The question is: there is a suitable replacement for Cabrera out there, if he didn't continue past this season? Are there viable candidates? The question isn't a rhetorical one. Should or would a MLS-veteran head coach take the job? You know, CUSA are waiting for a re-branding.
It means that future is loaded with any sort of ‘who knows' doubts. Who will step up in running the franchise? Will the next owner able to fill the roster's voids? What DP player will CUSA bring on, should they do it, now that a DP slot is available, after the much discussed Nigel Reo-Coker-Mauro Rosales trade? With the regular season not over yet, despite their disappointing spanking at the hands of the LA Galaxy on Sunday, these are hard questions to solve and Chivas USA's fans can expect more of the same going for the rest of the season. By the way, the discussion about the potential, experienced, next head coach is worthy. So, here's a list of potential, MLS-seasoned replacement for Cabrera:
Jesse Marsch: The name that is always brought up when a coaching vacancy emerges, but who hasn't gotten a second chance since his firing after just one season in charge of the tumultuous Montreal Impact in 2012. That he knows MLS, American soccer (he was an assistant coach on the U.S. Men's National Team under Bob Bradley) is a huge perk, but what's even better is of course his history with Chivas USA, as he was at the heart of the successful years for the team from 2006-09. It seems like a logical fit, but one would expect he will get another chance somewhere soon.

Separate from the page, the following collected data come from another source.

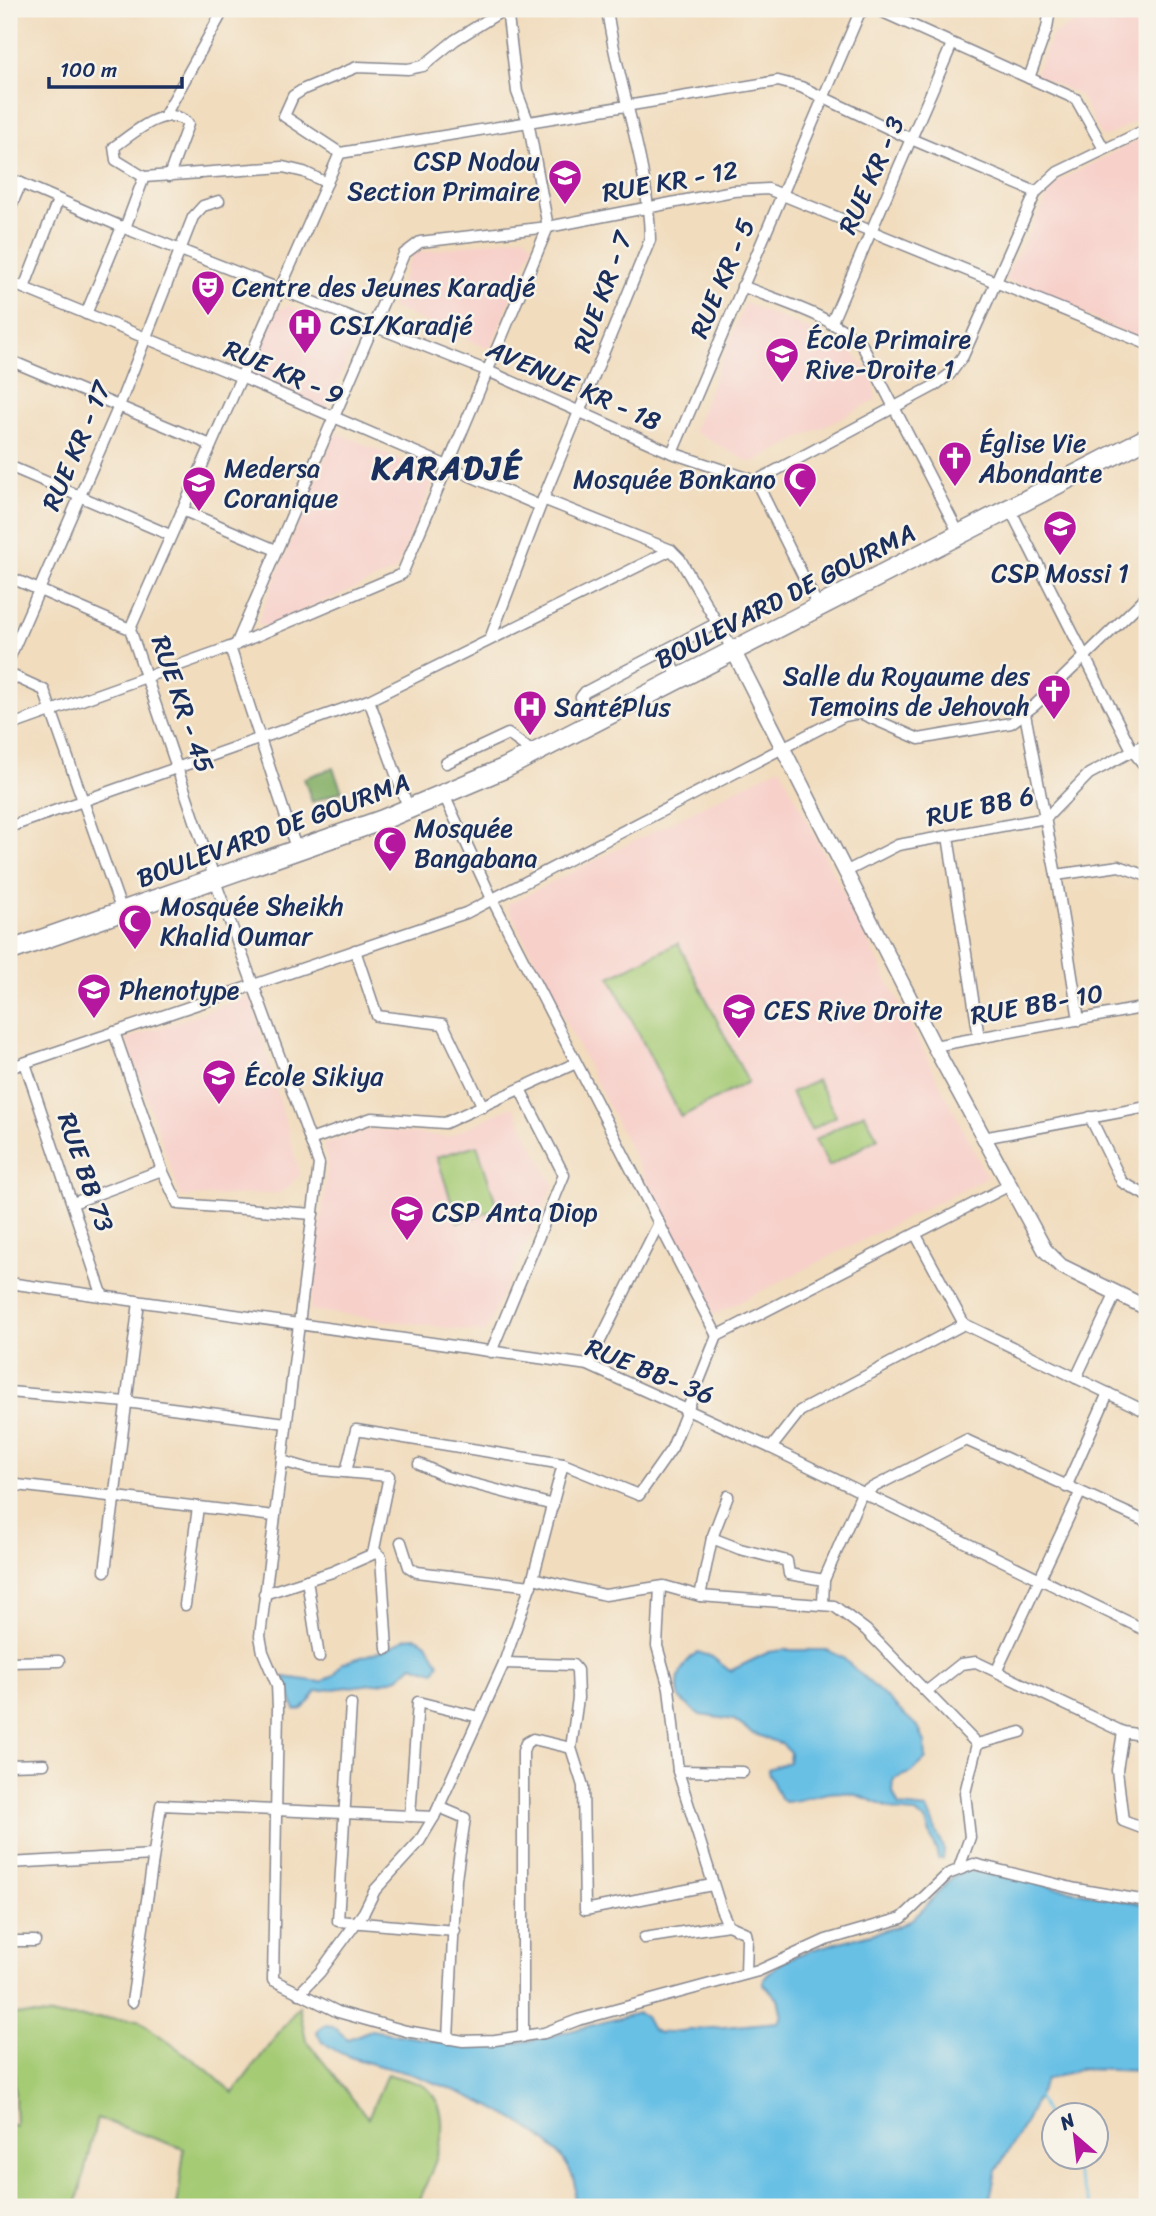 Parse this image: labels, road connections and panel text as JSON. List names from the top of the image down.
{
  "streets": {
    "highway": ["BOULEVARD DE GOURMA"],
    "street": [
      "RUE KR - 3",
      "RUE KR - 12",
      "RUE KR - 5",
      "RUE KR - 7",
      "RUE KR - 9",
      "AVENUE KR - 18",
      "RUE KR - 17",
      "RUE KR - 45",
      "RUE BB 6",
      "RUE BB- 10",
      "RUE BB 73",
      "RUE BB- 36"
    ]
  },
  "crossings": [
    ["RUE KR - 3", "RUE KR - 12"],
    ["RUE KR - 12", "RUE KR - 5"],
    ["RUE KR - 12", "RUE KR - 7"],
    ["RUE KR - 12", "AVENUE KR - 18"],
    ["RUE KR - 5", "AVENUE KR - 18"],
    ["RUE KR - 7", "RUE KR - 9"],
    ["RUE KR - 7", "AVENUE KR - 18"],
    ["RUE KR - 9", "RUE KR - 17"],
    ["AVENUE KR - 18", "RUE KR - 17"],
    ["RUE KR - 17", "RUE KR - 45"],
    ["BOULEVARD DE GOURMA", "RUE KR - 45"],
    ["RUE KR - 45", "RUE BB- 36"],
    ["RUE BB 73", "RUE BB- 36"]
  ],
  "districts": ["KARADJÉ"],
  "places": {
    "school or university": [
      "CSP Nodou Section Primaire",
      "École Primaire Rive-Droite 1",
      "Medersa Coranique",
      "CSP Mossi 1",
      "Phenotype",
      "CES Rive Droite",
      "École Sikiya",
      "CSP Anta Diop"
    ],
    "theatre": ["Centre des Jeunes Karadjé"],
    "hospital": ["CSI/Karadjé", "SantéPlus"],
    "church": ["Église Vie Abondante", "Salle du Royaume des Temoins de Jehovah"],
    "mosque": ["Mosquée Bonkano", "Mosquée Bangabana", "Mosquée Sheikh Khalid Oumar"]
  },
  "scale_bar": "100 m",
  "north": "top left"
}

Curt Onalfo: sacked by D.C. United in 2010, Onalfo re-invented himself assistant coach for the LA Galaxy, where he reunited with head coach Bruce Arena, with whom he worked in the USMNT. Currently, he coaches the Galaxy's USL PRO team, LA Galaxy II. Even if the appointment would seem a bit risky, due to bad records he posted on his former experiences as manager with Kansas City and DCU, this is a gamble the new ownership could take, not to mention one they nearly took, as he was reportedly in line for the job this year before pulling out and Chivas hired Cabrera. Onalfo is a bright and an attacking-minded coach and the new CUSA could provide him a solid base to re-start his managing career.

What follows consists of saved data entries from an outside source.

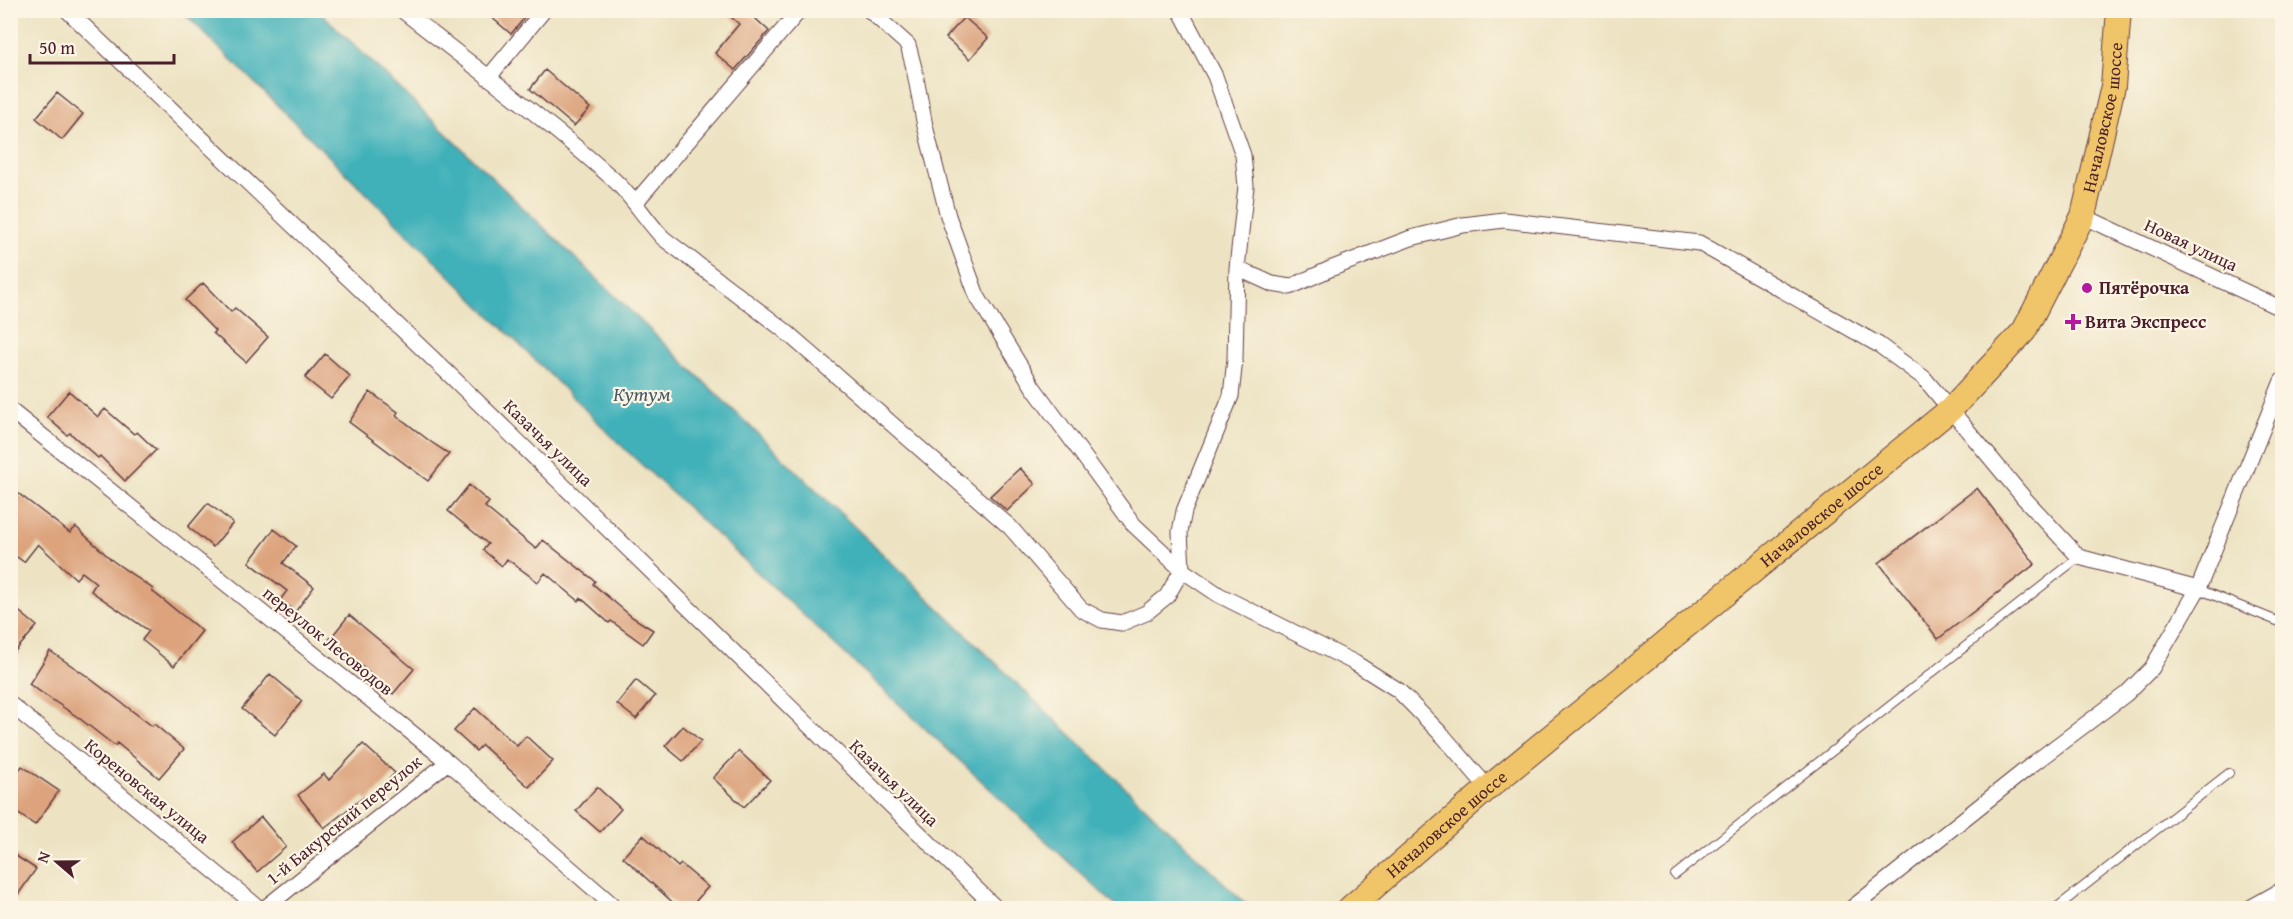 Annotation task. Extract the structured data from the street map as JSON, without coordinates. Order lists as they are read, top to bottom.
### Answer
{
  "streets": {
    "main road": ["Началовское шоссе"],
    "street": [
      "Новая улица",
      "Казачья улица",
      "переулок Лесоводов",
      "Кореновская улица",
      "1-й Бакурский переулок"
    ]
  },
  "crossings": [
    ["Началовское шоссе", "Новая улица"],
    ["переулок Лесоводов", "1-й Бакурский переулок"]
  ],
  "water": ["Кутум"],
  "places": {
    "other": ["Пятёрочка"],
    "health": ["Вита Экспресс"]
  },
  "scale_bar": "50 m",
  "north": "left"
}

Schellas Hyndman: It seems like he's probably retired, but if an MLS team wants experience, Hyndman has it in spades. A fierce character, Hyndman has been out of the game since his departure from FC Dallas in 2013. It means nothing as Hyndman is renowned as one of the brightest coaching mind in MLS circles. His six-seasons tenure in Dallas shows it. You can find some excerpts of Hyndman's coaching philosophy here.
Marco Schällibaum: Another member of the former-Impact coaches club, as he was unexplainably sacked by Montreal at the end of last campaign, Schällibaum is a young, brilliant offensive mind. The fact is he wasn't the problem at Montreal was repeatedly confirmed: things went south in Montreal since his departure. Schällibaum is a tinkerer as he loved to change team's formations during his stint at Montreal: he ran different 4-2-3-1, 4-4-2 and 4-3-3 shapes. Constant re-shape of the starting XI is also a must for the Swiss manager. Getting the team to the MLS Cup playoffs for the first time, he proved himself at the top level and Chivas USA's fans would be happy should they hear his name linked to the club. Another big temperament: he amassed four suspensions during his season with the Impact.
Paul Mariner: the Englishman is the least experienced manager in the bunch as he landed just few months at the helm of Toronto FC as caretaker manager, following the disastrous Aron Winter experiment in 2012 term. By the way, TFC produced a bit under his tutelage. Although his MLS experience was short, he looked ready to take the job on a permanent basis since Day 1. Mariner is a believer that the players must dictate the tactics, not vice versa, and his tactics already appear to suited to MLS as he displayed a classic, British, compact 4-4-2 at Toronto.